Page 10 of You Belong Here
BEFORE: THE ROOMMATE
I arrived on campus for freshman move-in with nothing but the large hiking bag strapped to my back, the key in my hand, and a healthy dose of confidence. There were no first-day jitters. No fears of what to expect.
I’d been in these halls many times before.
First when I was young, playing a game of hide-and-seek across campus with the other faculty kids.
And then when I was in high school, helping clean out the dorms after spring semester, when I volunteered to lug the items left behind to the donation center downtown.
As I walked through the open doors, I thought: This is my home.
I thought: No one belongs here more than I do.
But something happened in the lobby. Boxes were stacked along the walls, making the dimensions feel off. Families chatted in line for the elevator, giving the names of their prep schools instead of their towns. Like there was another thread that connected people here—something I hadn’t considered.
The door to my room was already propped open, a pair of black Chelsea boots haphazardly kicked off at the entrance.
A girl with long blond hair was standing on one of the beds, hanging a set of dream catchers against the cinder-block wall behind her. She hummed along to the Killers, music blaring from the speaker on her desk.
I felt the sudden urge to knock, but she was already turning around.
I didn’t know how she heard me over the noise. Maybe she just sensed me there, a disturbance to her world.
“Hello,” she said, eyes trailing over me quickly—the rugged sneakers, the single bag, the high ponytail cinched tight—like she was tallying off things about me, deciding whether I had anything to offer her.
“Hi.” I waved, then took a step inside.
She pursed her lips, like she was still thinking things over. “I’m Adalyn. From Maryland.” She pointed toward the ceiling, which could’ve meant either up north or someplace better than here.
She’d layered a strand of pearls with a graphic T-shirt and baggy jeans. The room already smelled like hair product and vanilla, as if there was a candle burning just out of sight.
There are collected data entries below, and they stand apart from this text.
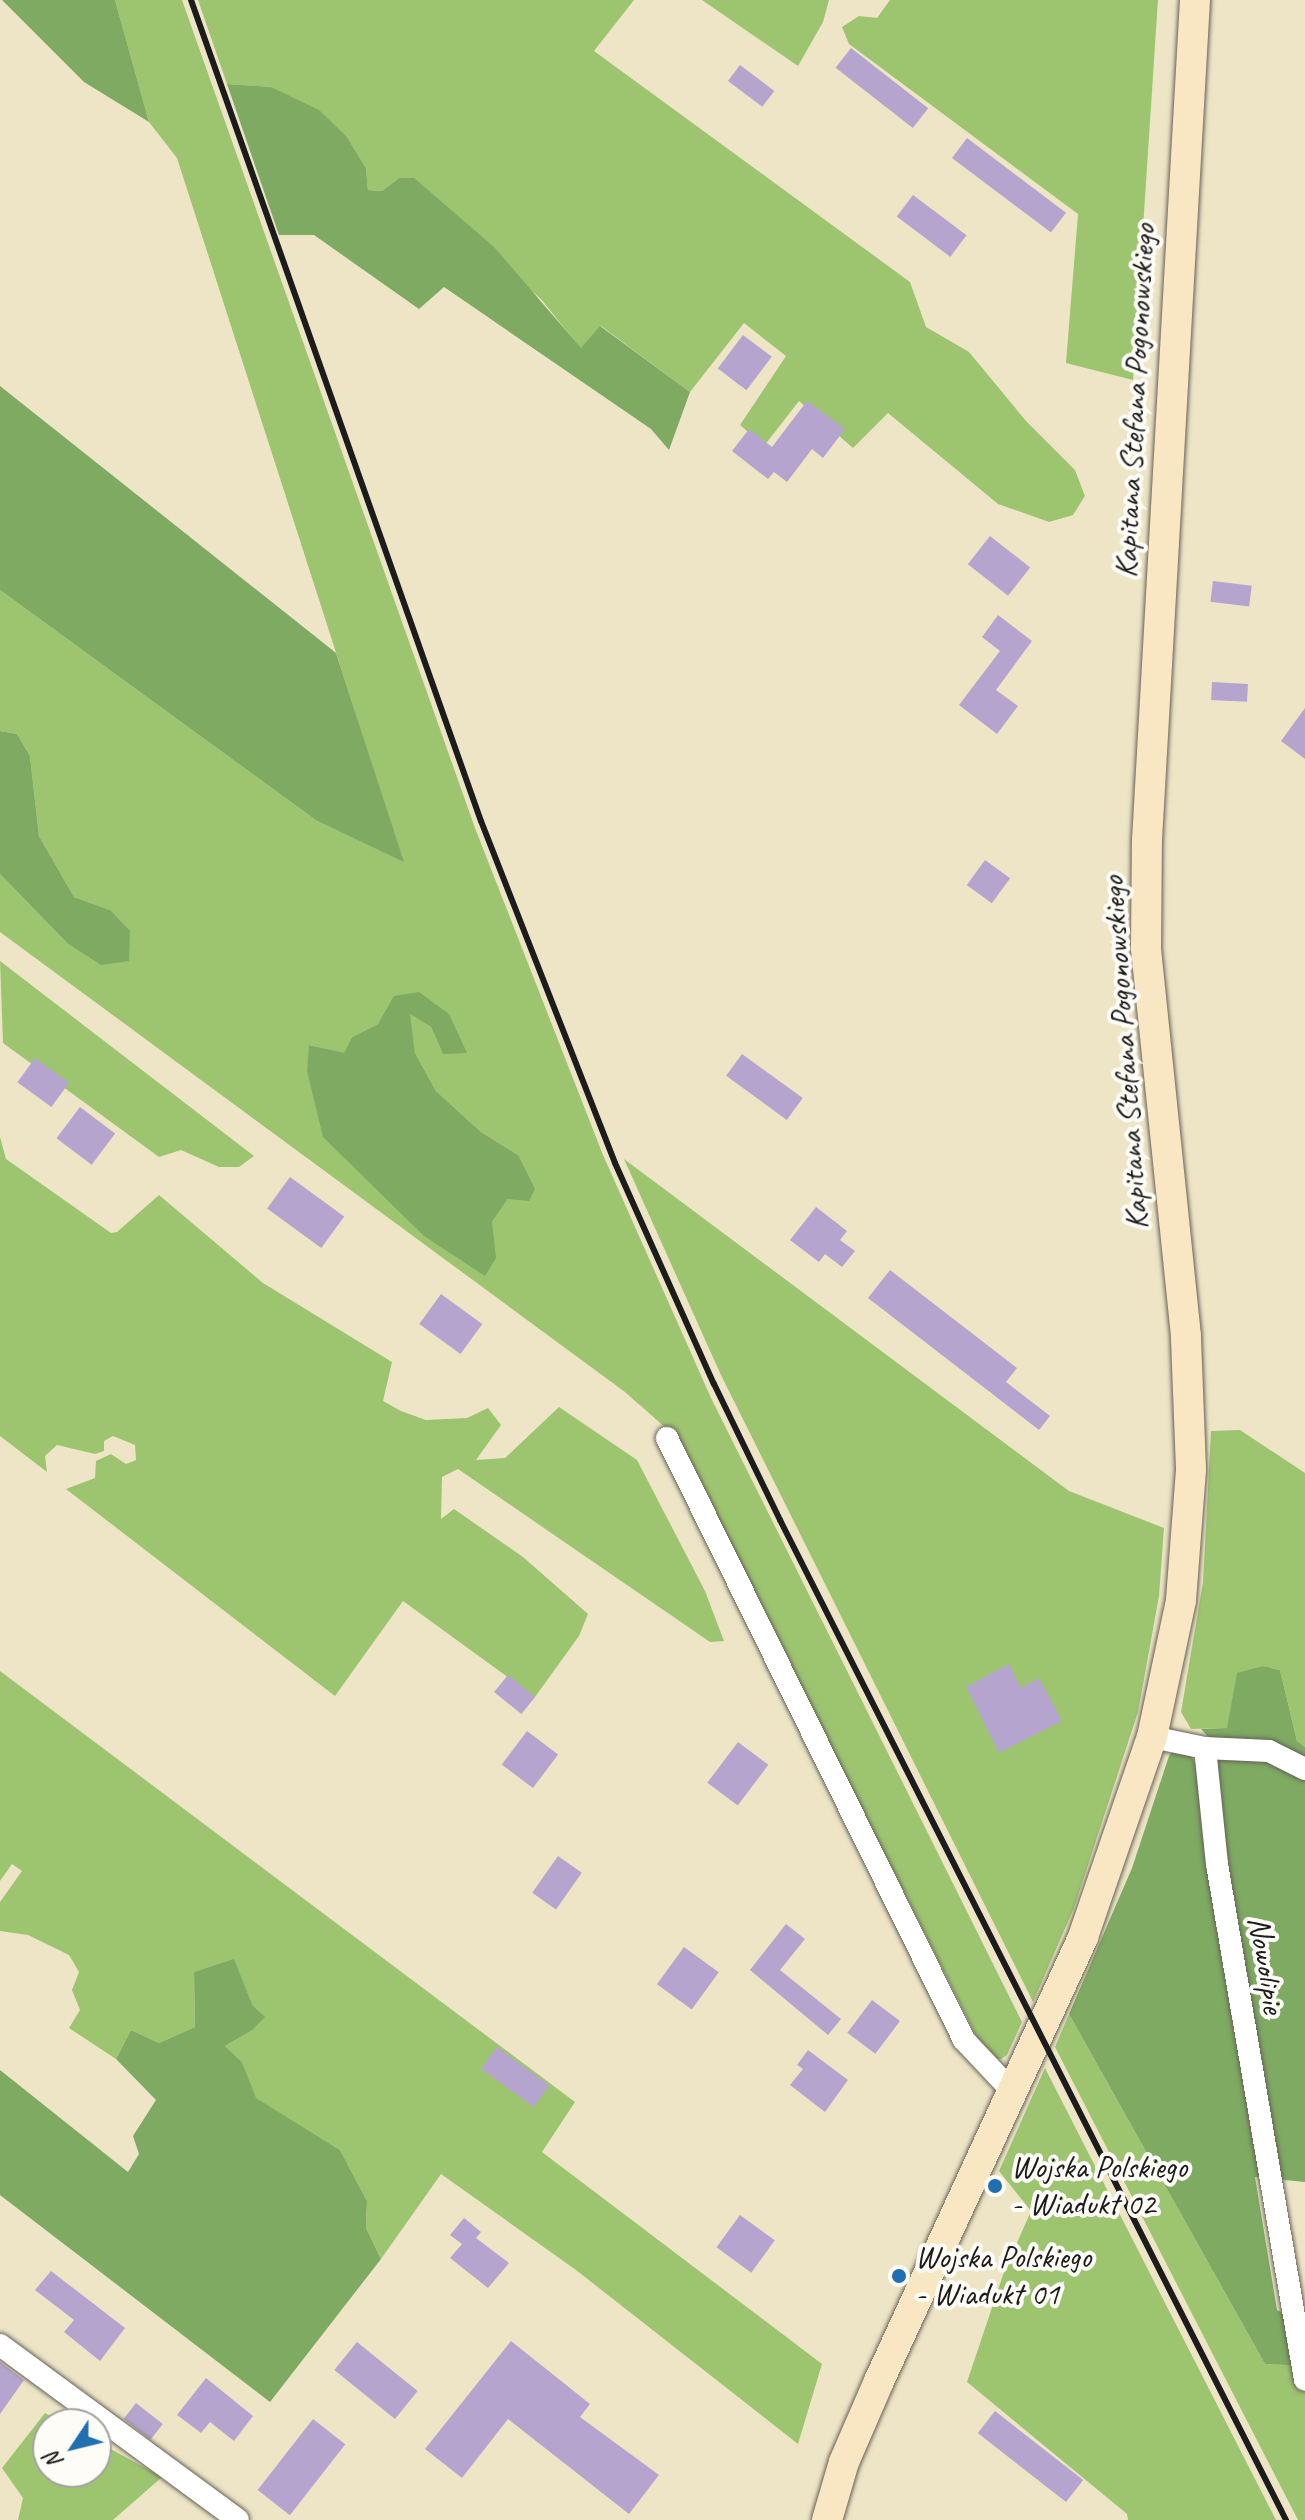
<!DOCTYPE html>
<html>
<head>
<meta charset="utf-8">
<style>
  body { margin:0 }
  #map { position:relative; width:1305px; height:2520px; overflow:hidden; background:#eee5c7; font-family:Caveat,sans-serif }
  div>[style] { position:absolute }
  .green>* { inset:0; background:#9dc570 }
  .forest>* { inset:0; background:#7eaa62 }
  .building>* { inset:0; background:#b5a5ce; transform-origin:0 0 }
  .roads { filter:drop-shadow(0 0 2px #666258) drop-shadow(0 0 2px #666258) }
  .street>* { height:22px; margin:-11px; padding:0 11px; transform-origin:11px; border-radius:11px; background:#fff }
  .secondary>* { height:30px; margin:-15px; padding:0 15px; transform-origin:15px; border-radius:15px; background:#f9e7c3 }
  .rail>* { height:6px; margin:-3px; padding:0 3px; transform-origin:3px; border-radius:3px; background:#1c1c1c }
  .dots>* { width:22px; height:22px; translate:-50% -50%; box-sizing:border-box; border:4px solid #fdfcf7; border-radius:50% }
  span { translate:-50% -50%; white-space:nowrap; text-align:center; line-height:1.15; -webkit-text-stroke:8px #fdfcf7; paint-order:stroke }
  .street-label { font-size:32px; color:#1c1c1c }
  .poi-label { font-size:32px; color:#1c1c1c }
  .left { translate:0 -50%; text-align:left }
  .north { position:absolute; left:32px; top:2408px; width:80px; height:80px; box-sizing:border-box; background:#fdfcf7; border:2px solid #a3a29f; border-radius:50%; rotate:235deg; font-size:22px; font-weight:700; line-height:32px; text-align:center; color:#1c1c1c }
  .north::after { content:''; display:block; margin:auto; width:28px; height:36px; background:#1f6fb2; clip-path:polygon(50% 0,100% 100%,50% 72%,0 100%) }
</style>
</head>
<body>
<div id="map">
  <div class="green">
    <div style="clip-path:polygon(evenodd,115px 0,182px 0,475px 828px,603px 1155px,711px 1398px,1022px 2022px,1007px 2055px,1001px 2059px,993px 2058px,983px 2049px,675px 1436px,625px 1392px,0 932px,0 874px,67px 943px,110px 910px,74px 897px,39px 836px,30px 756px,17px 734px,0 731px,0 590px,317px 821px,403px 861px,177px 158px,149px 122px,115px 0,419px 992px,443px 1054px,431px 1027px,409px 1013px,415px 1053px,436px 1091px,481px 1132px,518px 1155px,508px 1199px,492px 1222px,310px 1045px,344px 1054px,352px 1037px,378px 1024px,419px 992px)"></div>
    <div style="clip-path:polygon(198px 0,634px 0,594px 51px,910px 282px,926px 327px,969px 352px,1026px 421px,1075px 470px,1085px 496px,1073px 515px,1049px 522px,998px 504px,888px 413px,853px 448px,799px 401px,764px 446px,740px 425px,786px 356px,744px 323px,690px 392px,601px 326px,581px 349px,541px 299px,399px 178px,382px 191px,368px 190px,366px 168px,347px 137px,271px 87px,227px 84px)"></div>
    <div style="clip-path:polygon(702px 0,829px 0,823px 22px,798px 66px)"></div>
    <div style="clip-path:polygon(890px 0,1158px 0,1133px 380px,1066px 363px,1078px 214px,849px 44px,842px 27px,859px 16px,877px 18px)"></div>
    <div style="clip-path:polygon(0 961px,254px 1156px,239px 1167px,219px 1167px,181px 1150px,159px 1157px,3px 1043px)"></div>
    <div style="clip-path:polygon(0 1137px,6px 1159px,111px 1233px,117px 1232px,159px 1195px,263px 1283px,392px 1362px,383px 1401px,401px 1411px,426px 1420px,467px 1418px,488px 1408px,501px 1425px,476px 1460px,505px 1458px,559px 1407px,637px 1460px,705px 1591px,724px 1641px,710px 1642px,458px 1469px,442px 1477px,441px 1519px,454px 1509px,523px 1557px,588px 1614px,579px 1636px,535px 1697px,403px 1601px,335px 1696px,66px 1489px,95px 1478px,96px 1461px,111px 1454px,126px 1464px,136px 1460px,135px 1445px,113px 1436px,104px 1441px,104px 1451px,95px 1454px,57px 1445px,45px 1456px,47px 1472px,0 1436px)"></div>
    <div style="clip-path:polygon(624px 1159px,1069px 1491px,1164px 1528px,1159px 1596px,1138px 1712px,1074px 1908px,1033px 2002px,720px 1373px)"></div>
    <div style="clip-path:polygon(1240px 1430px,1305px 1473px,1305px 1747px,1297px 1741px,1280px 1670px,1263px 1666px,1227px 1728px,1191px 1729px,1181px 1712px,1203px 1582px,1211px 1431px)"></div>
    <div style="clip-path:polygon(0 1671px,575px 2102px,542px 2152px,822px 2364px,798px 2444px,576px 2270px,441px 2174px,381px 2259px,366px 2228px,367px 2201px,340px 2150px,255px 2098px,242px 2062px,225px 2046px,251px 2031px,253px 2006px,234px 1960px,194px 1972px,195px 2027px,159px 2043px,131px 2030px,116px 2059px,69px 2028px,80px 2010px,72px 1990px,79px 1972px,69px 1955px,28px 1935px,0 1931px,0 1902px,22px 1871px,12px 1864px,0 1881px)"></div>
    <div style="clip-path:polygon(1069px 2014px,1265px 2364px,1305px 2366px,1305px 2520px,1298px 2520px,1055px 2047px)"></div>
    <div style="clip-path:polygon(1045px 2068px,1047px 2072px,1276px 2520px,1128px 2520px,1127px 2514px,967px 2382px,1004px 2272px,1031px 2211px,999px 2171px)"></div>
    <div style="clip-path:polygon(45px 2413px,64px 2424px,48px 2424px,48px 2472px,96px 2472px,96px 2441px,162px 2477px,113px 2520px,18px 2520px,23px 2498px,2px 2468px)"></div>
  </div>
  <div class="forest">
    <div style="clip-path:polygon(2px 0,115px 0,149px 122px,84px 82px)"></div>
    <div style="clip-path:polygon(227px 84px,271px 87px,319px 110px,347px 137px,366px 168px,368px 190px,382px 191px,399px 178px,414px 178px,494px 247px,581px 348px,600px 326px,690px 392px,669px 450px,651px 429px,444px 287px,419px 309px,314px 235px,279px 235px)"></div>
    <div style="clip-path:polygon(0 386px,336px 653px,404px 862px,317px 821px,0 590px)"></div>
    <div style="clip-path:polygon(0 731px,17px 734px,30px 756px,39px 836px,74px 897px,110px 910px,130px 931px,129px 961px,101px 965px,67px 943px,0 874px)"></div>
    <div style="clip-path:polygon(419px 992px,449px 1014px,467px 1053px,443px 1054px,431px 1027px,410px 1014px,415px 1053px,436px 1091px,481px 1132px,518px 1155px,535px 1189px,529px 1201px,508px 1199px,492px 1222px,496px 1258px,485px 1276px,424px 1236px,323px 1137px,307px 1071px,309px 1045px,344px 1053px,352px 1037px,378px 1024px,394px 996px)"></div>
    <div style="clip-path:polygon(1263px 1666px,1280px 1670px,1297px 1741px,1305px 1747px,1305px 2182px,1255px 2177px,1277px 2310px,1300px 2321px,1305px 2366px,1265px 2364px,1069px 2014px,1132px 1868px,1169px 1756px,1173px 1751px,1188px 1751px,1195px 1763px,1216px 1766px,1211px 1740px,1201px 1729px,1227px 1728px,1237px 1673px)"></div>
    <div style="clip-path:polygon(234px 1959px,253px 2006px,265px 2017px,251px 2031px,225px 2046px,242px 2062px,256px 2098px,340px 2150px,367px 2201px,366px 2228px,381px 2259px,270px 2402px,0 2195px,0 2070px,128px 2172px,139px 2154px,133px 2136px,156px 2100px,116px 2059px,131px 2030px,159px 2043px,195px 2027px,194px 1972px)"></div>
  </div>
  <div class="building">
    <div style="left:851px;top:48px;width:98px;height:25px;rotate:38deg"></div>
    <div style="left:740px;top:65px;width:43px;height:20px;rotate:37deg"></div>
    <div style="left:967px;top:138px;width:124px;height:25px;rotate:37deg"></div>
    <div style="left:913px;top:195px;width:67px;height:27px;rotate:37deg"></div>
    <div style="left:743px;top:335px;width:36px;height:42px;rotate:37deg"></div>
    <div style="clip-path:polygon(807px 401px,845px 429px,823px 458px,812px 449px,787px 482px,774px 472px,768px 479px,732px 451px,749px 429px,772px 447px)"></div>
    <div style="left:990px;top:536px;width:51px;height:36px;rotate:38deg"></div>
    <div style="left:1213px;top:581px;width:39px;height:21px;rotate:7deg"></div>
    <div style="clip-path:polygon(998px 615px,1032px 641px,996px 690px,1018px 706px,997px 734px,959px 705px,1000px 651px,982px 637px)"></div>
    <div style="left:1212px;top:682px;width:36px;height:18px;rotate:3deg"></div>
    <div style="clip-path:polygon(1305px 708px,1305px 759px,1281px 741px)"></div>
    <div style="left:985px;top:860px;width:31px;height:31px;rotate:36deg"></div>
    <div style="left:742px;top:1054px;width:75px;height:27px;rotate:36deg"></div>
    <div style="left:35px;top:1058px;width:42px;height:30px;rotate:36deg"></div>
    <div style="left:80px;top:1107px;width:44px;height:39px;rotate:37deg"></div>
    <div style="left:290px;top:1177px;width:67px;height:39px;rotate:36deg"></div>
    <div style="clip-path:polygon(816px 1207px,847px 1231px,840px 1240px,855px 1251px,842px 1267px,825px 1254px,819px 1262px,790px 1240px)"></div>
    <div style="clip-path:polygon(890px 1270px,1017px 1368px,1006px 1382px,1050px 1416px,1039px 1430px,868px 1298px)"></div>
    <div style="left:441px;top:1294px;width:51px;height:37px;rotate:36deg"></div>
    <div style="clip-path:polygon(1009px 1664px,1021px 1688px,1039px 1678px,1062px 1721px,999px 1753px,966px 1687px)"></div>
    <div style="left:508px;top:1675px;width:35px;height:22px;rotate:39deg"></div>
    <div style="left:527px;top:1731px;width:39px;height:42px;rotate:37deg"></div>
    <div style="left:738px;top:1742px;width:38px;height:51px;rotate:37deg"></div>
    <div style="left:558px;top:1856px;width:29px;height:45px;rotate:35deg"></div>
    <div style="clip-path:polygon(786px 1924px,805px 1939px,780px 1970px,841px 2019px,828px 2035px,750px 1970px)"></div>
    <div style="left:684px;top:1947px;width:43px;height:46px;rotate:36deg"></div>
    <div style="left:872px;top:2000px;width:35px;height:41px;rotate:37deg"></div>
    <div style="left:497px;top:2047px;width:65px;height:27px;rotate:36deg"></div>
    <div style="clip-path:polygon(808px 2050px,848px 2080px,825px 2112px,790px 2085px,803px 2069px,797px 2065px)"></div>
    <div style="left:740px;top:2215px;width:43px;height:40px;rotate:36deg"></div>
    <div style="clip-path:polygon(464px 2218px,481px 2232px,476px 2238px,509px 2263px,488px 2288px,450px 2258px,462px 2244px,450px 2235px)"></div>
    <div style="clip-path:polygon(51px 2271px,125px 2328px,100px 2361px,64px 2332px,74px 2320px,35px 2290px)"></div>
    <div style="clip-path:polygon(511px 2341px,590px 2404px,580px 2417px,659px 2475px,629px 2514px,508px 2419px,462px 2478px,425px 2449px)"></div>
    <div style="left:357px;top:2342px;width:78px;height:36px;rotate:39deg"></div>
    <div style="clip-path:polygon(0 2362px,24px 2380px,0 2414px)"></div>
    <div style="clip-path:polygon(206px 2378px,253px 2416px,234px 2441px,210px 2422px,201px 2433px,177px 2415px)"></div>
    <div style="left:136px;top:2403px;width:34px;height:20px;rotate:38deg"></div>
    <div style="left:995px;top:2411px;width:112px;height:28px;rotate:38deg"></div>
    <div style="left:313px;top:2419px;width:41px;height:90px;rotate:38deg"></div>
  </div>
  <div class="roads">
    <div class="street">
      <div style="left:667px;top:1438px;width:671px;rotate:63.74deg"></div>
      <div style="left:964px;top:2040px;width:71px;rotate:46.7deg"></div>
      <div style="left:1152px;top:1737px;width:54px;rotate:11.7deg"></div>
      <div style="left:1205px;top:1748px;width:64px;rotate:2.7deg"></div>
      <div style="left:1269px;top:1751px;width:40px;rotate:26.6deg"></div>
      <div style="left:1205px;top:1748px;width:117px;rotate:84.1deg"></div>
      <div style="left:1217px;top:1864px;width:523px;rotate:80.32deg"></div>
      <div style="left:0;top:2345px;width:295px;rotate:36.3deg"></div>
    </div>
    <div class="secondary">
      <div style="left:827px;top:2520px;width:60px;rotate:-73.7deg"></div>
      <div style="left:844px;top:2462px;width:88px;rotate:-66.6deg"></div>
      <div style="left:879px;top:2381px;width:489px;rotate:-65.3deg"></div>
      <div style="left:1083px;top:1937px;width:212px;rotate:-71deg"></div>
      <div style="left:1152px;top:1737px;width:140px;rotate:-78deg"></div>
      <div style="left:1181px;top:1600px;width:131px;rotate:-85.6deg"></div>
      <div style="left:1191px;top:1469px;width:133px;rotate:-92.2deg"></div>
      <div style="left:1186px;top:1336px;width:390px;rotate:-95.9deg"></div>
      <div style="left:1146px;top:948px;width:108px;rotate:-89.5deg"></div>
      <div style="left:1147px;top:840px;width:841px;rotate:-86.73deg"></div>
    </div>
  </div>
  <div class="rail">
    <div style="left:191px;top:0;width:871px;rotate:70.55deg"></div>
    <div style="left:481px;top:821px;width:367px;rotate:68.6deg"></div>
    <div style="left:615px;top:1163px;width:242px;rotate:65.9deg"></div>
    <div style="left:714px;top:1384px;width:151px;rotate:64.1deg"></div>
    <div style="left:780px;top:1520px;width:1121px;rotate:63.16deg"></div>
  </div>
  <div class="dots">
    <div style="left:995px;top:2186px;background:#1f6fb2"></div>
    <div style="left:899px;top:2276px;background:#1f6fb2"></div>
  </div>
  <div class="street-label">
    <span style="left:1135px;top:401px;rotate:-87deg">Kapitana Stefana Pogonowskiego</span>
    <span style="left:1125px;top:1053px;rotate:-94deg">Kapitana Stefana Pogonowskiego</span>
    <span style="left:1266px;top:1965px;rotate:81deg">Nowolipie</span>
  </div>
  <div class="poi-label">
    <span class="left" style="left:1011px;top:2186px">Wojska Polskiego<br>- Wiadukt 02</span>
    <span class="left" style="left:915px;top:2276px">Wojska Polskiego<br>- Wiadukt 01</span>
  </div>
  <div class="north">N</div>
</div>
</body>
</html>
“Beckett,” I answered. The window was open, but I felt only the humidity of the August stillness, a wave of sudden self-consciousness, and the realization that, for me, nothing at all had changed. “I’m from right here.”
Adalyn climbed down from the bed and smiled then, waiting for me to look at her. A precursor to a question. Something that seemed both practiced and disarming.
“Tell me, Beckett-from-right-here, what does one do around this place for fun?”
I soon learned that Adalyn was a legacy. That she was here not for the experience, or the ambiance, or even the education, but in a deal with her parents: a promise of their continued financial support as long as she made it through. And she intended to make the most of it.
We discovered the likeness in each other first, before the differences.
Neither of us had been truly given the choice to be here, and it bonded us together, swift and furious. She was a legacy, and I was a faculty kid, and we both arrived on campus with one leg up, knowing the secrets of the place.
How quickly I felt at ease after those first jarring moments.
How lucky we were, I thought, coming from two very different worlds, to meet.